# Eureka! Washing The Outback In A Drought



## Reverie (Aug 9, 2004)

As many of you know the state of Georgia has been experiencing a profound drought for almost a year. Lake Lanier is down about 15 feet, a level barely above the lowest level experienced since the lake was created 50 years ago. There have been some very strict watering restrictions in place since early last summer so I haven't been able to wash the Outback since last May.

Our kids are out on Spring Break next week so on Thursday night I brought the trailer up to Lake Lanier and spent last night and today "de-winterizing" and spiffing it up. The wife and kids were heading up to join me tonight but because there is some severe weather on the way we opted to have them stay home until tomorrow morning. As the rain started the campground host came by with his son and encouraged me to move my truck to a storage shed on the property. They went so far as to move the tractor out of the shed to put my truck in. That is one o the reasons we pay to belong to this group every year.

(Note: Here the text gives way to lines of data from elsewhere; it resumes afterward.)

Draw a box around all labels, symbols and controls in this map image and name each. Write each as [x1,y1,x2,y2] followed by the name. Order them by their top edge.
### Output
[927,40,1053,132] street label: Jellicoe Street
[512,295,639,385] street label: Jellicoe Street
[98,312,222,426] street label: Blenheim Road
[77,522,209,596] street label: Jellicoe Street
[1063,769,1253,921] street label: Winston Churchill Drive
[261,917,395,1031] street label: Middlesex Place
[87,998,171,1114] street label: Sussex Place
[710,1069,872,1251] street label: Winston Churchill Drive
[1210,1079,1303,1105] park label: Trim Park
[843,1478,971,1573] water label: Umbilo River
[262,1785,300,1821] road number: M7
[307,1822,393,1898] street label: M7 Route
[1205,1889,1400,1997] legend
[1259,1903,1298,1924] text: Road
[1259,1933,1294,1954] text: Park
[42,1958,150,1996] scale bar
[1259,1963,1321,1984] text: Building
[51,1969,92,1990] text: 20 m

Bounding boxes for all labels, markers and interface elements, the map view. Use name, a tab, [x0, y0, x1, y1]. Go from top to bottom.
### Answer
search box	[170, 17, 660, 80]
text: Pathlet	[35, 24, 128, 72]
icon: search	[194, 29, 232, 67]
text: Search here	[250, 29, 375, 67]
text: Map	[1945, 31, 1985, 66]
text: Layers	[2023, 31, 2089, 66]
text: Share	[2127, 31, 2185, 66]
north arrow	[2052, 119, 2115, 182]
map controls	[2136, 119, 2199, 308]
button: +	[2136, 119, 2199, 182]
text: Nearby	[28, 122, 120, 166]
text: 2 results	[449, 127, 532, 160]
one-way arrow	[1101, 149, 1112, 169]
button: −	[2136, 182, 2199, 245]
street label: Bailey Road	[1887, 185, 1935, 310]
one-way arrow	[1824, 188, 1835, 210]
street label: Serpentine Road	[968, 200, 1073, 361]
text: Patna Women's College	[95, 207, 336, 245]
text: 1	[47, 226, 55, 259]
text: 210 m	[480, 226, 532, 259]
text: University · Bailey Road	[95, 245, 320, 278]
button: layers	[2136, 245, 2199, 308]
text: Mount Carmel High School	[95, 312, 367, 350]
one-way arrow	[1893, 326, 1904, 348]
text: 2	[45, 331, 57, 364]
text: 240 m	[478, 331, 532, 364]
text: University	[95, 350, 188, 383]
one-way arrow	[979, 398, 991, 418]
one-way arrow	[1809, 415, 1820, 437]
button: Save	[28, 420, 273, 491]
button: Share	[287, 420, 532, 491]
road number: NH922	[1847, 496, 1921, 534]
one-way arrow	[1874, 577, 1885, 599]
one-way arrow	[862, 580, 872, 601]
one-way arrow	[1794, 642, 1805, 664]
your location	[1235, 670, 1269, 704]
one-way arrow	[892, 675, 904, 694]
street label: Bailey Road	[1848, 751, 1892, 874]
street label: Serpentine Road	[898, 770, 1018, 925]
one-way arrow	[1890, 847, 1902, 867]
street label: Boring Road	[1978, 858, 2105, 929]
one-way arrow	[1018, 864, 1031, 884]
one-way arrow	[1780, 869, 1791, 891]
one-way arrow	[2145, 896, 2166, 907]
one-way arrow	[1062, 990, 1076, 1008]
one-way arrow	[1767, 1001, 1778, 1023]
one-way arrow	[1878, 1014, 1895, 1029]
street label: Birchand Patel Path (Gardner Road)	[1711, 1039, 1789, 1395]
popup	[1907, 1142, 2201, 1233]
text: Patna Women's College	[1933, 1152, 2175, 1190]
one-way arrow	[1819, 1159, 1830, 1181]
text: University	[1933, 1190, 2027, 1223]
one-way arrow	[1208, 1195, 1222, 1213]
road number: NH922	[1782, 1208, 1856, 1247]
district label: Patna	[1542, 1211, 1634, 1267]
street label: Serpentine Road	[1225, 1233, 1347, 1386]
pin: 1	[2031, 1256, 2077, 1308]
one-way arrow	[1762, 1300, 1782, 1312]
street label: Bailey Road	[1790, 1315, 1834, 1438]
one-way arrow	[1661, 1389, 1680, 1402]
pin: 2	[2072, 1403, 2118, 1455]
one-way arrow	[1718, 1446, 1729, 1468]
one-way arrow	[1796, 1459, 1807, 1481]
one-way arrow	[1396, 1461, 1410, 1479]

I was trapped in the trailer and decided to do some school work on the computer. It is nice and quiet and I listened to the rain falling steadily on the trailer. I idly hoped it would wash some of the much that accumulated on the trailer over the past year. I was checking the forecast at weather.com and saw that it was going to rain steadily for a couple of hours. It finally hit me, now is the opportunity to clean the trailer I have waited for.

I only had about an hour and half of daylight left when I started. I changed into some shorts and some water shoes I normally keep in the boat. I had the wand and bucket along with some car wash detergent. I drew a bucket of warm water from the tap, added the soap and away I went.

I scrubbed the roof from my collapsible ladder then started washing the trailer all the way around. It was incredible how much muck I scraped off the outside. The rain fell steadily as I scrubbed and wiped. It washed away the soap as steadily as I put it on. As the last of the sunlight disappeared I finished up. I took my flashlight and checked for missed areas but found none. If any appear when the sun comes up I will clean it up then. For now I can finally rest easy because the trailer actually looks nice, instead of like it is occupied by bums.

I'm sitting inside now. I took a shower, put on some dry clothes and now I'm surfing the net from my nice, clean trailer.

Reverie


----------



## Thor (Apr 7, 2004)

I am so jealous....my trailer is under wraps for another several weeks.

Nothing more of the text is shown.